## ACTIVITY
Please return every line of the records below that contains the word "bottom".
─── RECORD EXTRACTS ───
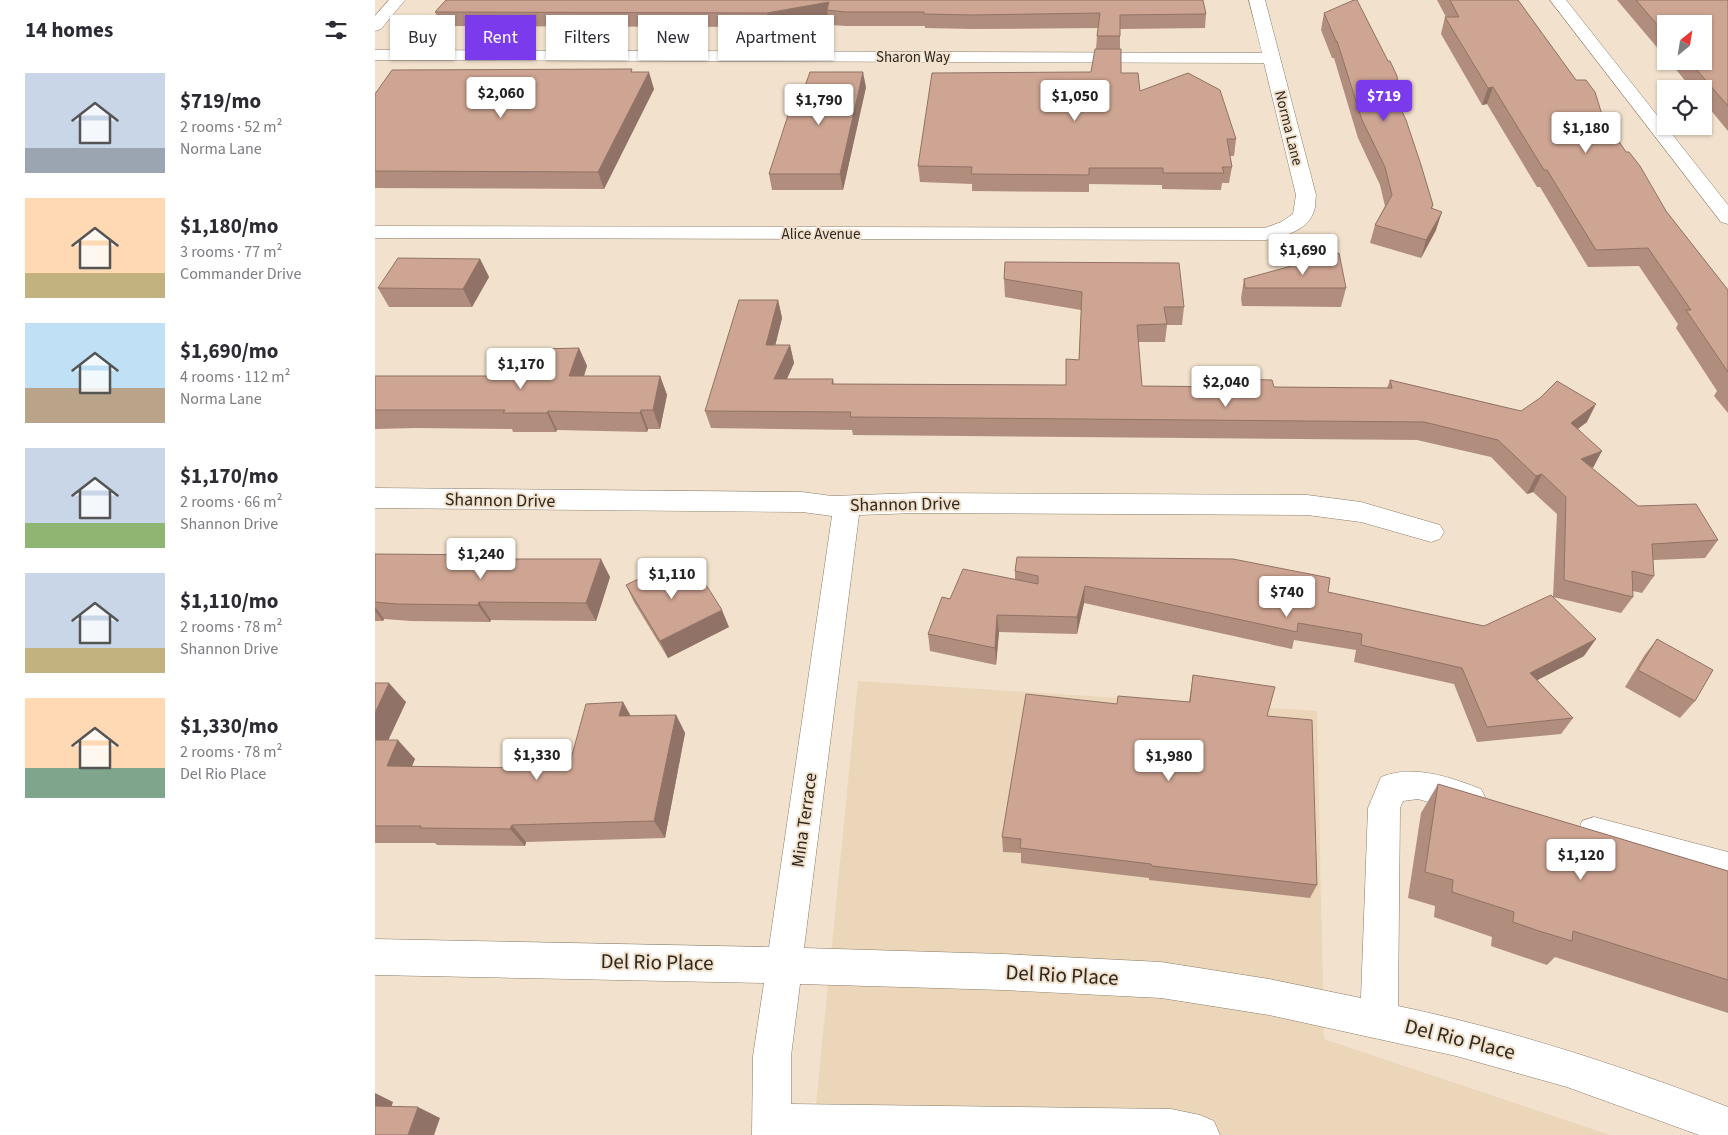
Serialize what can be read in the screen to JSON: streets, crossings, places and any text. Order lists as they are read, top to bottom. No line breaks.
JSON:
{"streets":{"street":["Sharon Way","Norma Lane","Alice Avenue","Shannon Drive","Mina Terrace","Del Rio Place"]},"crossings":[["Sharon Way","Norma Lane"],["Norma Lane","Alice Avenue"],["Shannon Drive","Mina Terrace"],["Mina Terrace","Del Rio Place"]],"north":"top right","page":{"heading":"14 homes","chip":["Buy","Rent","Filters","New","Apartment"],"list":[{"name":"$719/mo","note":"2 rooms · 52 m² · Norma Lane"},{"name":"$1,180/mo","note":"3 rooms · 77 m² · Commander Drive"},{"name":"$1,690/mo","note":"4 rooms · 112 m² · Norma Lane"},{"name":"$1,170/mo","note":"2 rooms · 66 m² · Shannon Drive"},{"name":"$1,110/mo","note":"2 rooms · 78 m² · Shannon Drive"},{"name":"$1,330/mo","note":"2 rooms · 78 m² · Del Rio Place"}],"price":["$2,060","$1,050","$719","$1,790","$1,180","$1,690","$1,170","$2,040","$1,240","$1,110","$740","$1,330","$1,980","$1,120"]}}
───
─── RECORD EXTRACTS ───
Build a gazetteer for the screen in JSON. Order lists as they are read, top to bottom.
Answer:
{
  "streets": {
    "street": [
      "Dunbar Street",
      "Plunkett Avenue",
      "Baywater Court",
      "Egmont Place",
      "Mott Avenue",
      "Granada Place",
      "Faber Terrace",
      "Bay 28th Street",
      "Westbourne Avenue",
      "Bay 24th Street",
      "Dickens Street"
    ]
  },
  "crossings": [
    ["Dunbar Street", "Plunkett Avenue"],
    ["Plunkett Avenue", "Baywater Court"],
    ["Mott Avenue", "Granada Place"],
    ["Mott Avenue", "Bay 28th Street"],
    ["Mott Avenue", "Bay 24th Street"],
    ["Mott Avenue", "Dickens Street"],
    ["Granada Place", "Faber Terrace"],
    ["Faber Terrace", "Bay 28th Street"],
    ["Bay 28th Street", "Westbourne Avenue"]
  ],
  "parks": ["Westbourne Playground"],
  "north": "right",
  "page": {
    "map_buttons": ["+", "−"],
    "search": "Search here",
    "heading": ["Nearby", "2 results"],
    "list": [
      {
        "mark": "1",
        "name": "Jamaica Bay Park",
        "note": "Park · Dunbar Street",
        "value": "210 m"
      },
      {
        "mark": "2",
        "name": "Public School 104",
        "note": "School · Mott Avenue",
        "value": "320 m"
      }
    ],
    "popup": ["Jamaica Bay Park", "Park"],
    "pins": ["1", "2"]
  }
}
───
## REPLY
Serialize what can be read in the screen to JSON: streets, crossings, places and any text. Order lists as they are read, top to bottom. No line breaks.
Build a gazetteer for the screen in JSON. Order lists as they are read, top to bottom.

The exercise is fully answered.